Package kv provides a key-value API to an underlying cockroach datastore. Cockroach itself provides a single, monolithic, sorted key value map, distributed over multiple nodes. Each node holds a set of key ranges. Package kv translates between the monolithic, logical map which Cockroach clients experience to the physically distributed key ranges which comprise the whole.

Package kv implements the logic necessary to locate appropriate nodes based on keys being read or written. In some cases, requests may span a range of keys, in which case multiple RPCs may be sent out.

Index

Constants

This section is empty.

Variables

This section is empty.

Functions

func InitSenderForLocalTestCluster

func InitSenderForLocalTestCluster(
	nodeDesc *roachpb.NodeDescriptor,
	tracer opentracing.Tracer,
	clock *hlc.Clock,
	latency time.Duration,
	stores client.Sender,
	stopper *stop.Stopper,
	gossip *gossip.Gossip,
) client.Sender

InitSenderForLocalTestCluster initializes a TxnCoordSender that can be used with LocalTestCluster.

Types

type BatchCall

type BatchCall struct {
	Reply *roachpb.BatchResponse
	Err   error
}

BatchCall contains a response and an RPC error (note that the response contains its own roachpb.Error, which is separate from BatchCall.Err), and is analogous to the net/rpc.Call struct.

type DBServer

type DBServer struct {
	// contains filtered or unexported fields
}

A DBServer provides an HTTP server endpoint serving the key-value API. It accepts either JSON or serialized protobuf content types.

func NewDBServer

func NewDBServer(ctx *base.Config, sender client.Sender, stopper *stop.Stopper) *DBServer

NewDBServer allocates and returns a new DBServer.

func (*DBServer) Batch

func (s *DBServer) Batch(
	ctx context.Context, args *roachpb.BatchRequest,
) (br *roachpb.BatchResponse, err error)

Batch implements the roachpb.KVServer interface.

type DistSender

type DistSender struct {
	log.AmbientContext
	// contains filtered or unexported fields
}

A DistSender provides methods to access Cockroach's monolithic, distributed key value store. Each method invocation triggers a lookup or lookups to find replica metadata for implicated key ranges. RPCs are sent to one or more of the replicas to satisfy the method invocation.

func NewDistSender

func NewDistSender(cfg DistSenderConfig, g *gossip.Gossip) *DistSender

NewDistSender returns a batch.Sender instance which connects to the Cockroach cluster via the supplied gossip instance. Supplying a DistSenderContext or the fields within is optional. For omitted values, sane defaults will be used.
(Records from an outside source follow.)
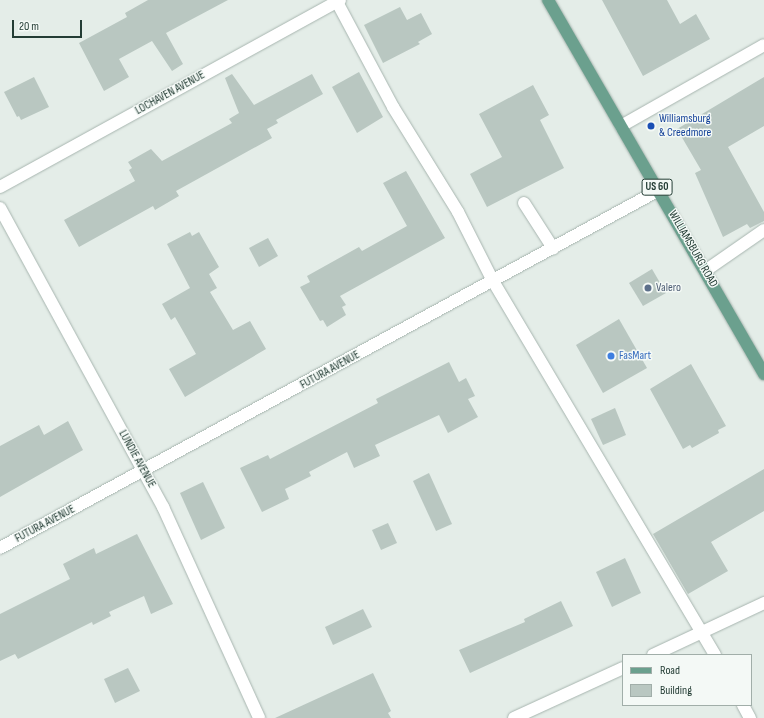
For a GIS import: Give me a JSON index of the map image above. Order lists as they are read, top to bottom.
{
  "streets": {
    "main road": ["US 60", "WILLIAMSBURG ROAD"],
    "street": ["LOCHAVEN AVENUE", "FUTURA AVENUE", "LUNDIE AVENUE"]
  },
  "crossings": [
    ["WILLIAMSBURG ROAD", "FUTURA AVENUE"],
    ["FUTURA AVENUE", "LUNDIE AVENUE"]
  ],
  "places": ["Williamsburg & Creedmore", "Valero", "FasMart"],
  "legend": ["Road", "Building"],
  "scale_bar": "20 m"
}
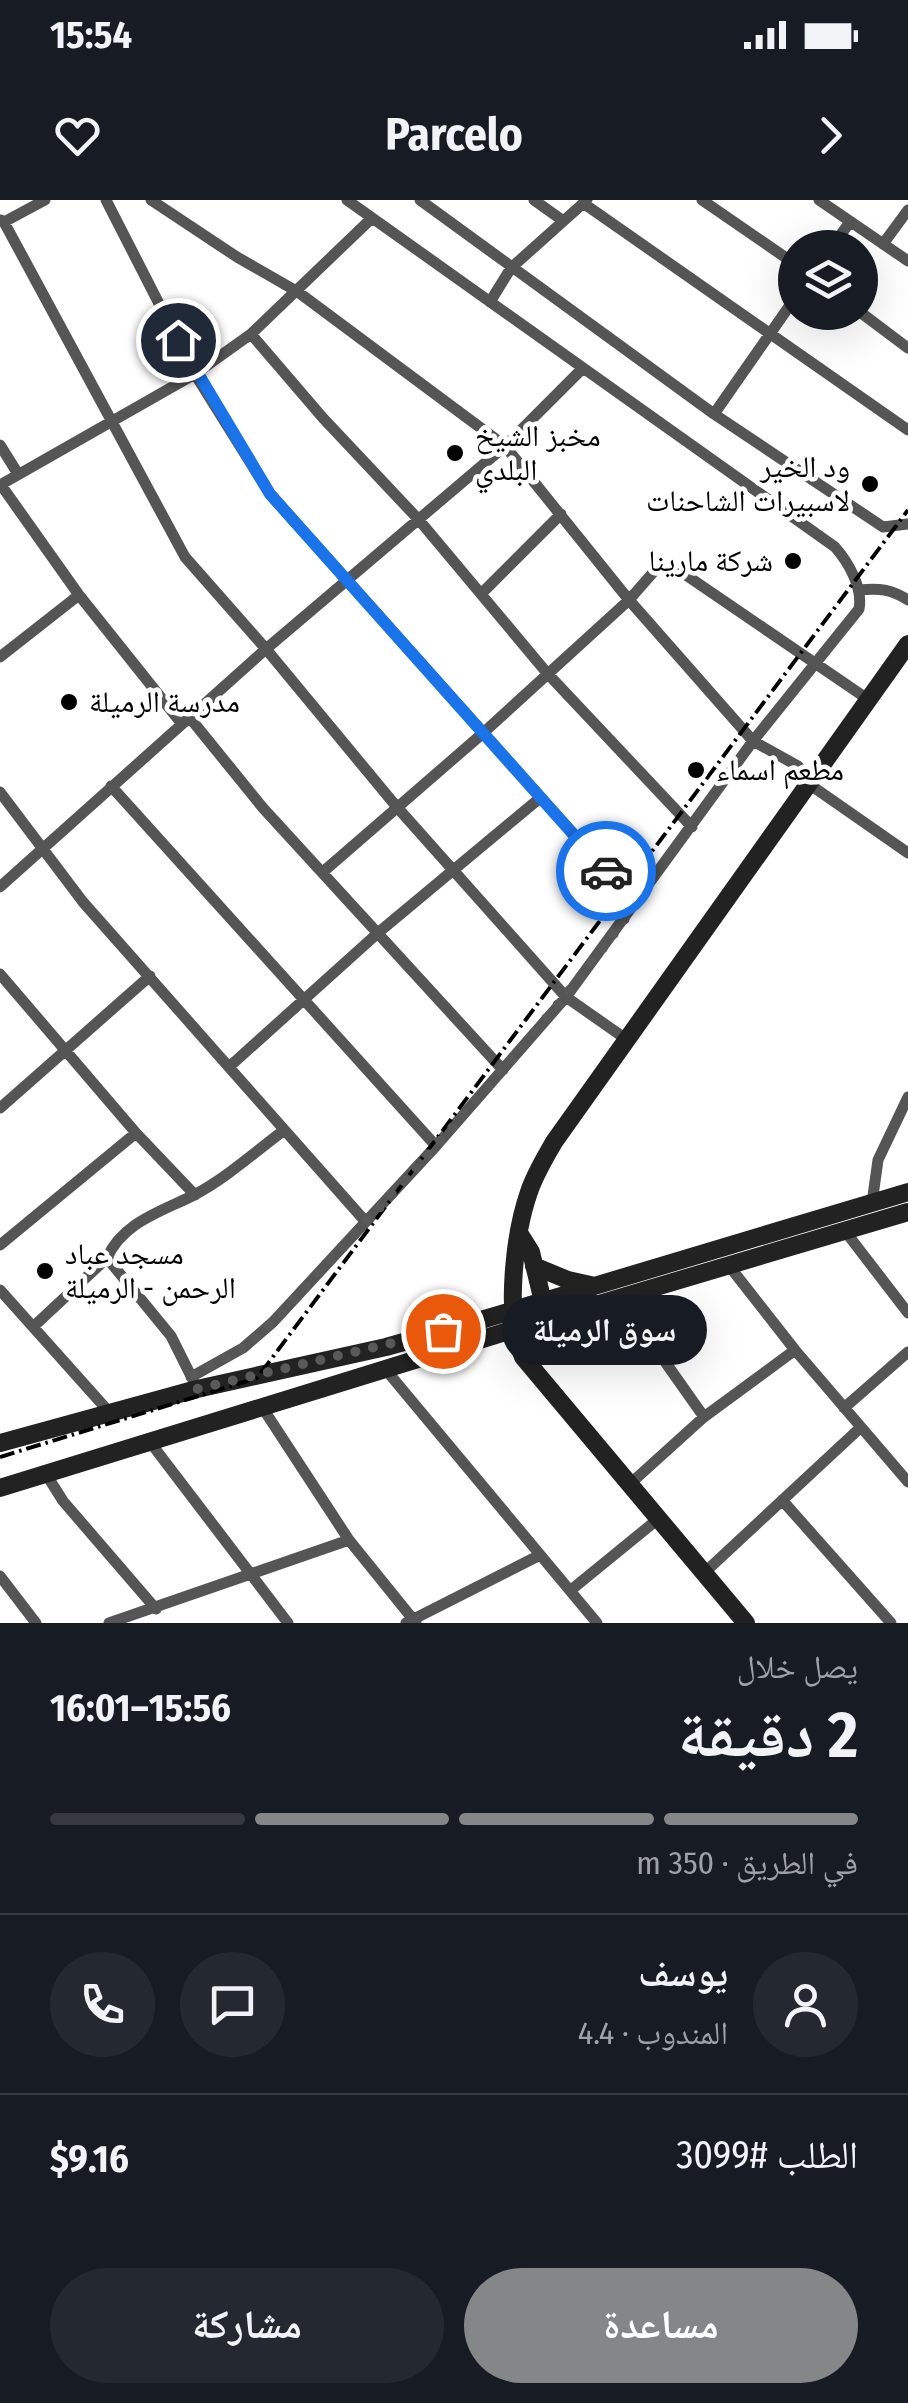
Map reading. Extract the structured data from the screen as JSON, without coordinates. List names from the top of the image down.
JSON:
{
  "places": [
    "مخبز الشيخ البلدي",
    "ود الخير لاسبيرات الشاحنات",
    "شركة مارينا",
    "مدرسة الرميلة",
    "مطعم اسماء",
    "مسجد عباد الرحمن - الرميلة",
    "سوق الرميلة"
  ],
  "page": {
    "status": "15:54",
    "header": "Parcelo",
    "bubble": "سوق الرميلة",
    "heading": ["2 دقيقة", "يصل خلال", "15:56–16:01"],
    "panel": [
      "يوسف",
      "المندوب · 4.4",
      "الطلب #3099",
      "$9.16"
    ],
    "bar": "في الطريق · 350 m",
    "buttons": ["مساعدة", "مشاركة"]
  }
}
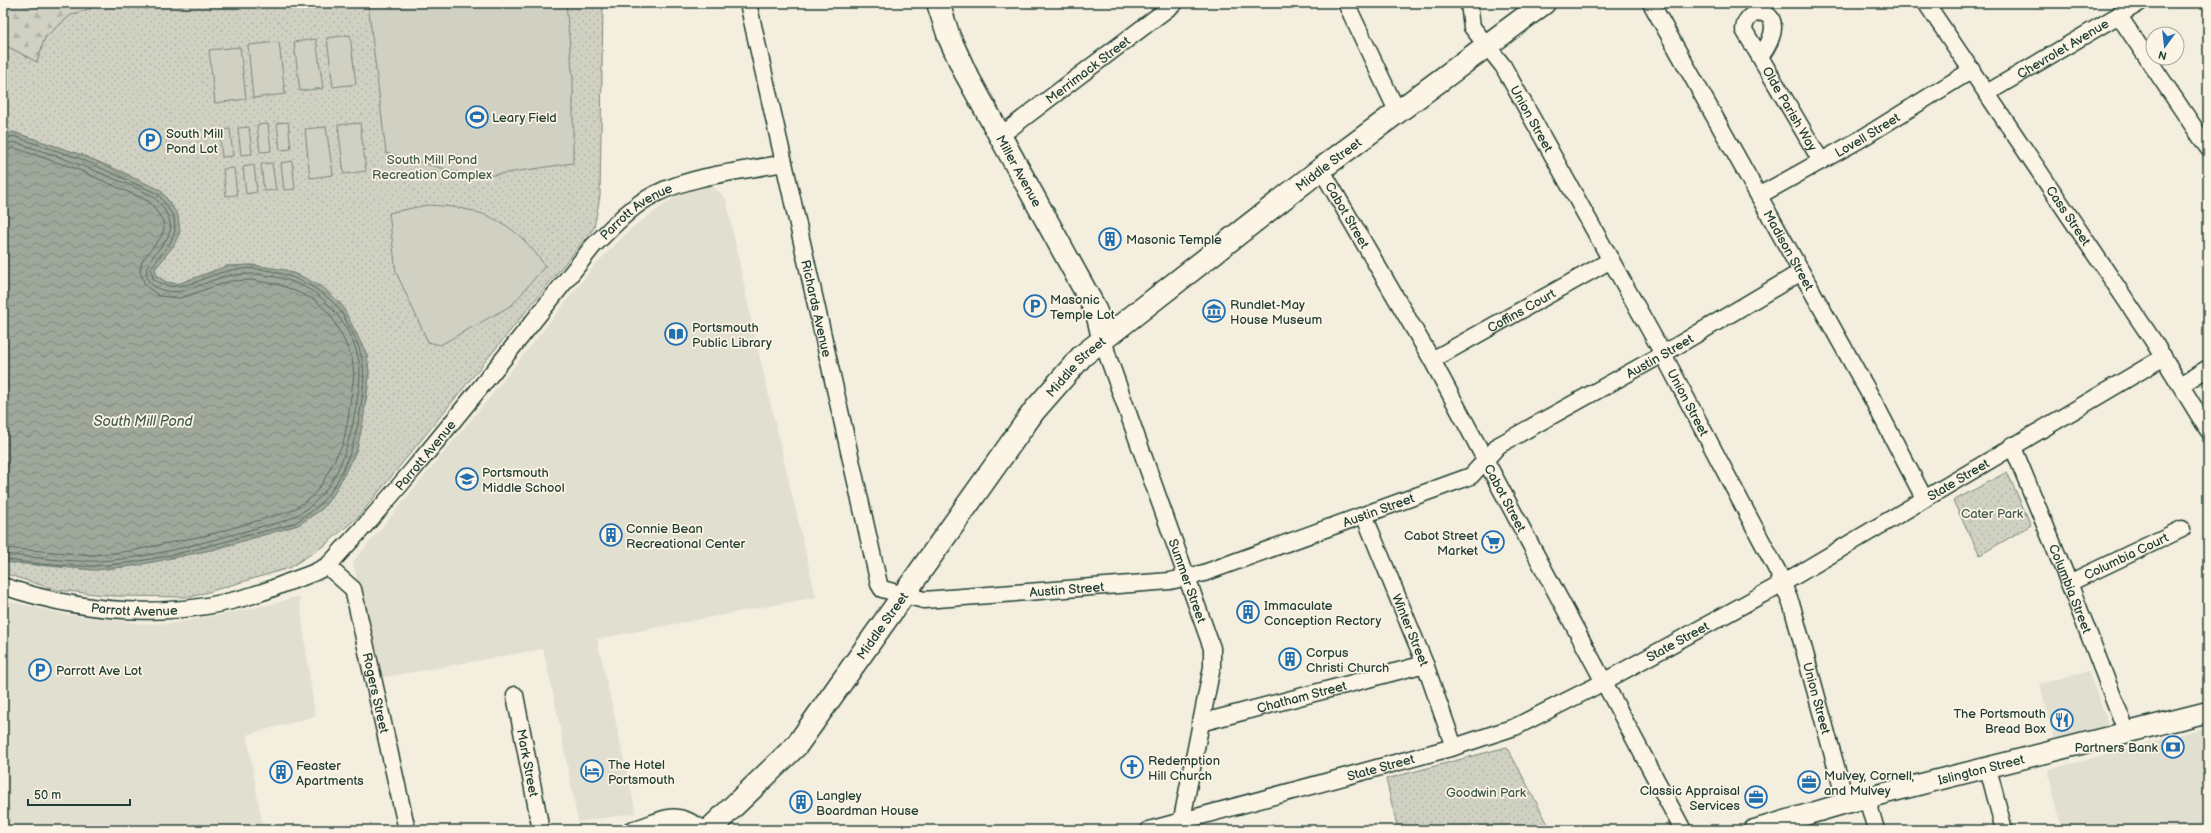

func (*DistSender) CountRanges

func (ds *DistSender) CountRanges(ctx context.Context, rs roachpb.RSpan) (int64, error)

CountRanges returns the number of ranges that encompass the given key span.

func (*DistSender) FirstRange

func (ds *DistSender) FirstRange() (*roachpb.RangeDescriptor, error)

FirstRange implements the RangeDescriptorDB interface. FirstRange returns the RangeDescriptor for the first range on the cluster, which is retrieved from the gossip protocol instead of the datastore.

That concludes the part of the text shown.